There are a few minorities here in Amsterdam, people who live here, who have lived here their whole lives but don’t feel truly Dutch. Moroccans and the Turks are the two greatest people groups caught between two cultures; therefore I like that the history of the tulip began in Turkey.
Its origins are all the way into the Ottoman Empire, an empire known for both its brutality and beautiful gardens. The Turkish gardeners (hoveniers) for the sultan served two roles: as executioners and as gardeners. The one exemption for the death penalty was if you could run faster than the gardener/executioner.
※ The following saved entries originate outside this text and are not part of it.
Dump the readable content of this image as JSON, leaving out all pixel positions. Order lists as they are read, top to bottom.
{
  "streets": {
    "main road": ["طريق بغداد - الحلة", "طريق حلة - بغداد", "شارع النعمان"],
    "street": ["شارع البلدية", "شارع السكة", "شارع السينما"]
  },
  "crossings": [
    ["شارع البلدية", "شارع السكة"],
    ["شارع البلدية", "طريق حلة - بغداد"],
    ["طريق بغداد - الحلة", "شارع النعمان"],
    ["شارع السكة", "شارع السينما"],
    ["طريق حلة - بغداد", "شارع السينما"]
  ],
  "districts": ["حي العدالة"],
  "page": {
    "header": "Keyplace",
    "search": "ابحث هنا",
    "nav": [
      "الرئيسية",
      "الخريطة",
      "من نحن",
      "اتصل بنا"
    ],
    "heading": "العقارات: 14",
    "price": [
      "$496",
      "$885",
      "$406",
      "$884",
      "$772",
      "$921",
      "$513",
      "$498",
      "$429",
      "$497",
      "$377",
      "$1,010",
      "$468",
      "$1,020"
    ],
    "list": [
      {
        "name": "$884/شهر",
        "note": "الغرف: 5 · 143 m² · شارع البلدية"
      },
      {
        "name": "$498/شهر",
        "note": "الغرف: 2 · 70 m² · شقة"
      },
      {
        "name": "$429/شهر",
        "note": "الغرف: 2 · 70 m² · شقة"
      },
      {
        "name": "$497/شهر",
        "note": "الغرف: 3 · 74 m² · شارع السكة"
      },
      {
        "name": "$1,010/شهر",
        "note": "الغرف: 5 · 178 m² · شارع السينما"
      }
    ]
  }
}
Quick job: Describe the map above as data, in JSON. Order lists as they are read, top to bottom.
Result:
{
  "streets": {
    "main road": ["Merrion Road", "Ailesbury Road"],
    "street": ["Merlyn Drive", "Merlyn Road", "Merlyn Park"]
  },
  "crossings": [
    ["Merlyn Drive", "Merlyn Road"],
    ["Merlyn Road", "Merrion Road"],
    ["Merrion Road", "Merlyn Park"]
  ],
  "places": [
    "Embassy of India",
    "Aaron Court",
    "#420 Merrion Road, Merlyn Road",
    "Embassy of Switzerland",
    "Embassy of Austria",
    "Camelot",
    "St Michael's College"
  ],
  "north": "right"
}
If you beat him in a race, you kept your life.
Here are other fun and interesting facts:
At the height of tulipomania, a single bulb sold for 125 times its weight in gold.
An unsuspecting sailor came back to Holland after years away at sea, and unaware of the fever that had taken over parts of his country, was thrown into prison after eating a tulip bulb he thought was an onion.
In the Ottoman Empire, there was a law that as soon as a sultan died, his eldest son became sultan, but the rest of his brothers and sisters were executed by strangulation with a silk ribbon. That meant, in a court with wives and concubines, even babies still at the breast.
There have been many unexpected manias…one involving a Coca Cola being sold for $4,000 during World War II, and the other the land boom in the early part of the twentieth century in South Florida, with land bought for $2,500 and sold months later for $35,000.
Bam. When I read the part about South Florida’s land mania in the tulipomania book, a mania that was experienced in part five years ago again in South Florida ,I thought, I come full circle. I live in the mania-lands.